→ **INSTRUCTIONS TO FOLLOW**
Return the lines below that contain "name".

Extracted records
************

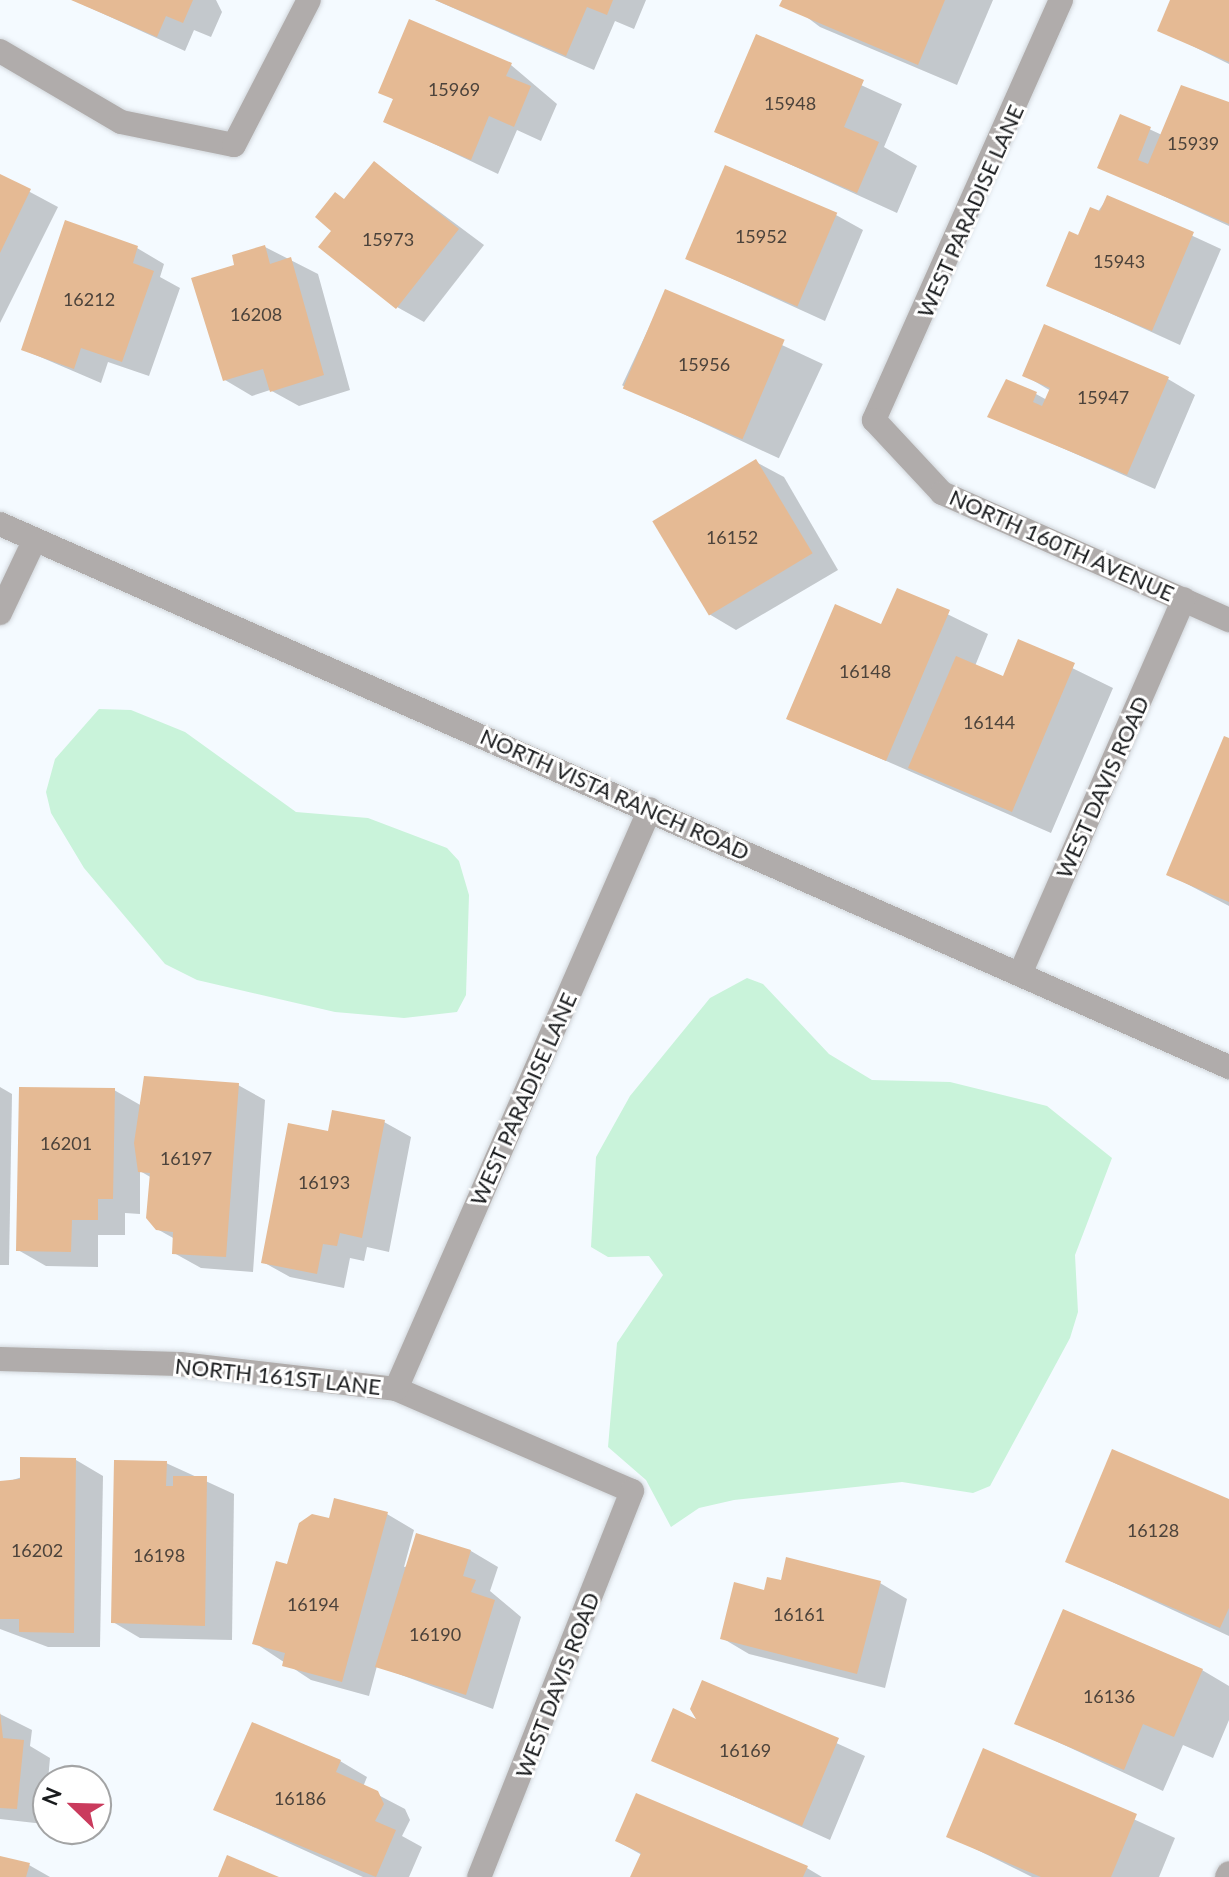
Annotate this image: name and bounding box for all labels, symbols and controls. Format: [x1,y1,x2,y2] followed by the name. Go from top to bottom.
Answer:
[428,78,480,100] house number: 15969
[764,92,816,114] house number: 15948
[911,100,1029,322] street label: WEST PARADISE LANE
[1167,132,1219,154] house number: 15939
[735,225,787,247] house number: 15952
[362,228,414,250] house number: 15973
[1093,250,1145,272] house number: 15943
[63,288,115,310] house number: 16212
[230,303,282,325] house number: 16208
[678,353,730,375] house number: 15956
[1077,386,1129,408] house number: 15947
[945,483,1179,607] street label: NORTH 160TH AVENUE
[706,526,758,548] house number: 16152
[839,660,891,682] house number: 16148
[1050,692,1154,882] street label: WEST DAVIS ROAD
[963,711,1015,733] house number: 16144
[476,722,754,866] street label: NORTH VISTA RANCH ROAD
[464,988,582,1210] street label: WEST PARADISE LANE
[40,1132,92,1154] house number: 16201
[160,1147,212,1169] house number: 16197
[298,1171,350,1193] house number: 16193
[173,1352,383,1400] street label: NORTH 161ST LANE
[1127,1519,1179,1541] house number: 16128
[11,1539,63,1561] house number: 16202
[133,1544,185,1566] house number: 16198
[509,1588,605,1782] street label: WEST DAVIS ROAD
[287,1593,339,1615] house number: 16194
[773,1603,825,1625] house number: 16161
[409,1623,461,1645] house number: 16190
[1083,1685,1135,1707] house number: 16136
[719,1739,771,1761] house number: 16169
[32,1765,112,1845] north arrow
[36,1783,67,1809] text: N
[274,1787,326,1809] house number: 16186

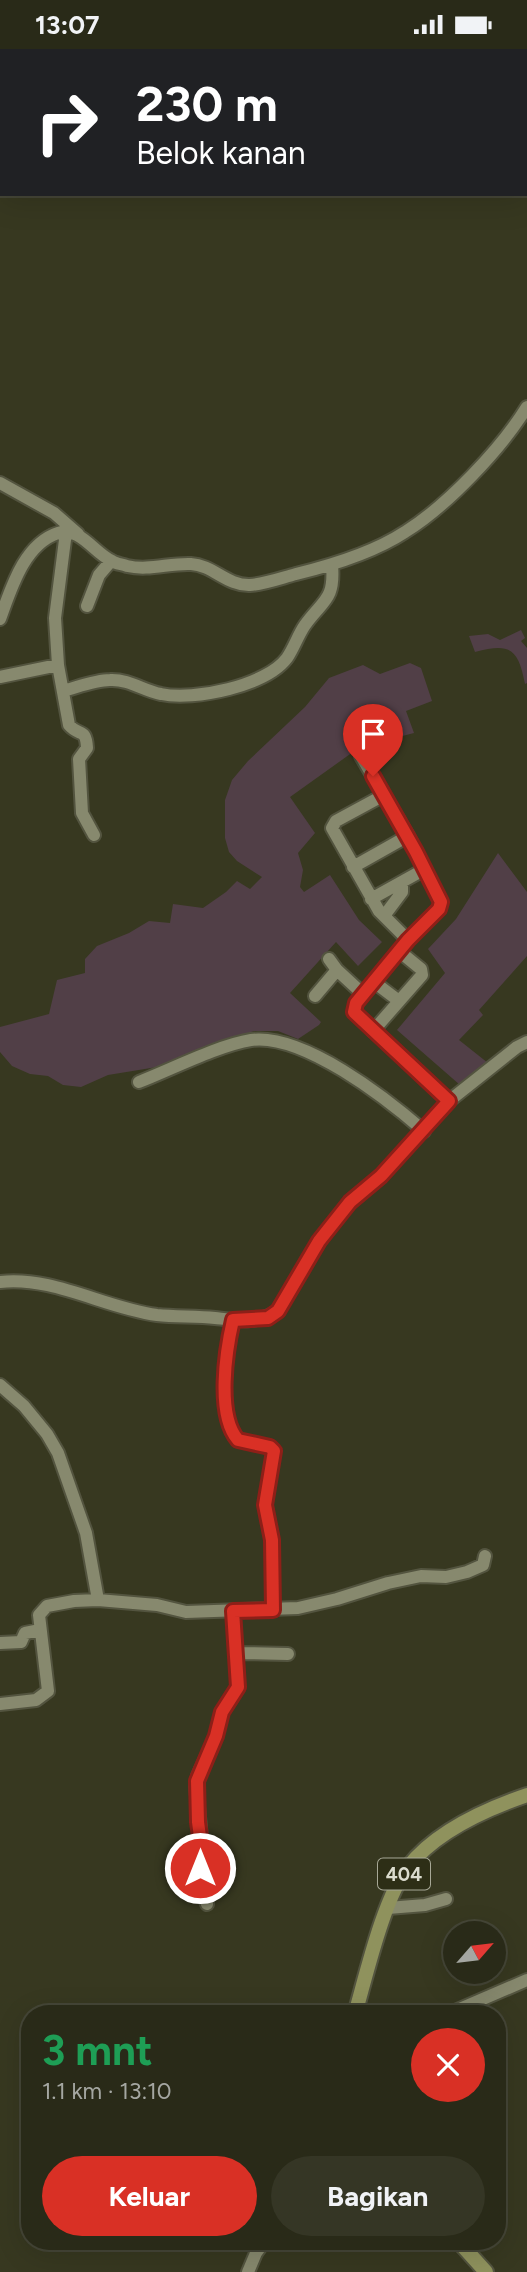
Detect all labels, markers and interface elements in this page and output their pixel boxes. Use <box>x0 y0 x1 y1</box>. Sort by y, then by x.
text: 13:07 <box>35 9 100 41</box>
text: 230 m <box>136 74 278 133</box>
icon: right <box>21 77 112 168</box>
text: Belok kanan <box>136 134 306 172</box>
pin <box>343 704 403 776</box>
icon: arrive <box>354 715 392 753</box>
position arrow <box>163 1831 237 1905</box>
road number: 404 <box>378 1859 430 1889</box>
north arrow <box>443 1921 506 1985</box>
map controls <box>443 1921 506 1984</box>
text: 3 mnt <box>42 2025 153 2076</box>
button: close <box>411 2028 485 2102</box>
text: 1.1 km · 13:10 <box>42 2077 171 2105</box>
button: Keluar <box>42 2156 257 2236</box>
button: Bagikan <box>271 2156 485 2236</box>

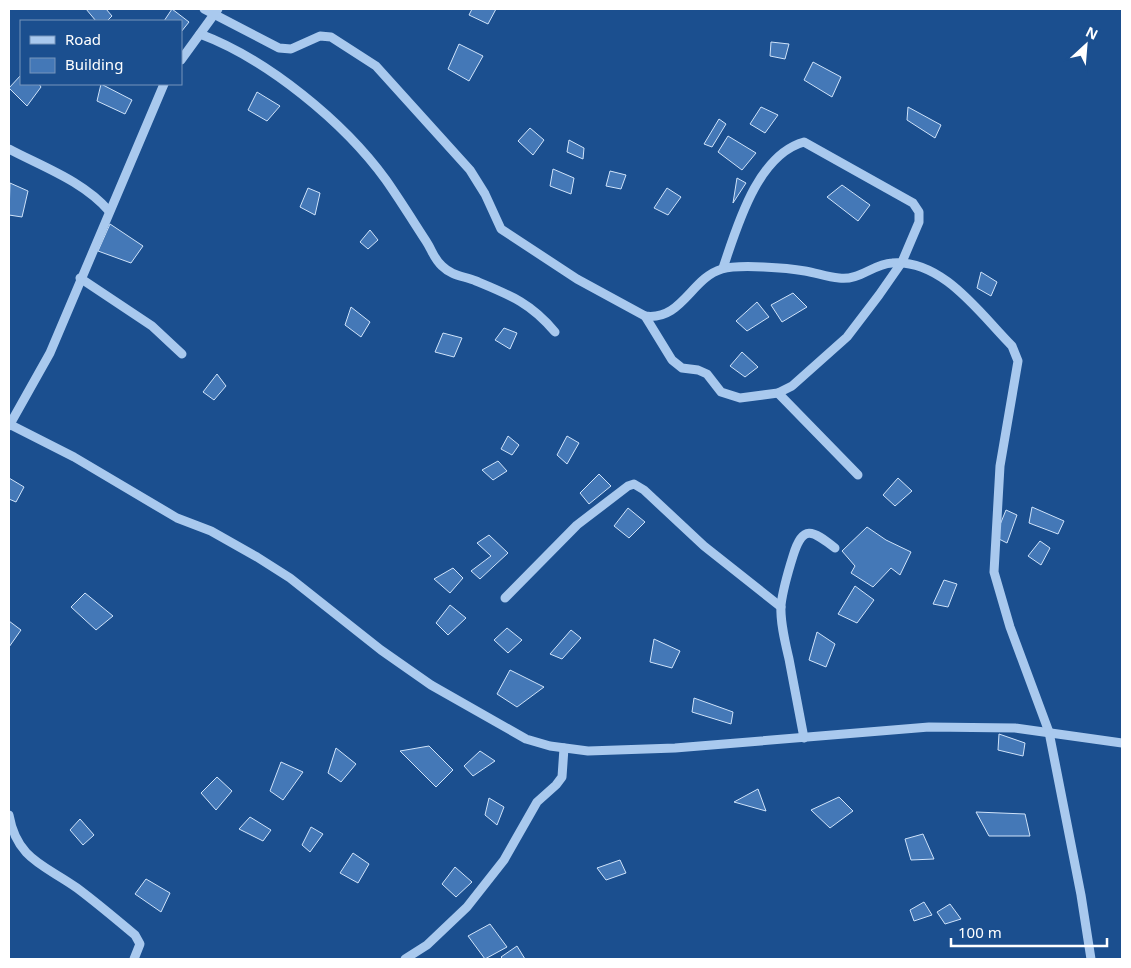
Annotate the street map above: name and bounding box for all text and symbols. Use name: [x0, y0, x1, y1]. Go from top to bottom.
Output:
legend: [20, 20, 182, 85]
north arrow: [1061, 20, 1111, 70]
text: N: [1083, 22, 1101, 44]
text: Road: [65, 29, 101, 49]
text: Building: [65, 54, 123, 74]
scale bar: [951, 916, 1107, 948]
text: 100 m: [958, 922, 1002, 942]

************

→ **OUTPUT**
Annotate this image: name and bounding box for all labels, symbols and controls. Format: [x1,y1,x2,y2] followed by the name. Go from top to bottom.
Annotate the street map above: name and bounding box for all text and symbols. Use name: [x0, y0, x1, y1]. Go from top to bottom.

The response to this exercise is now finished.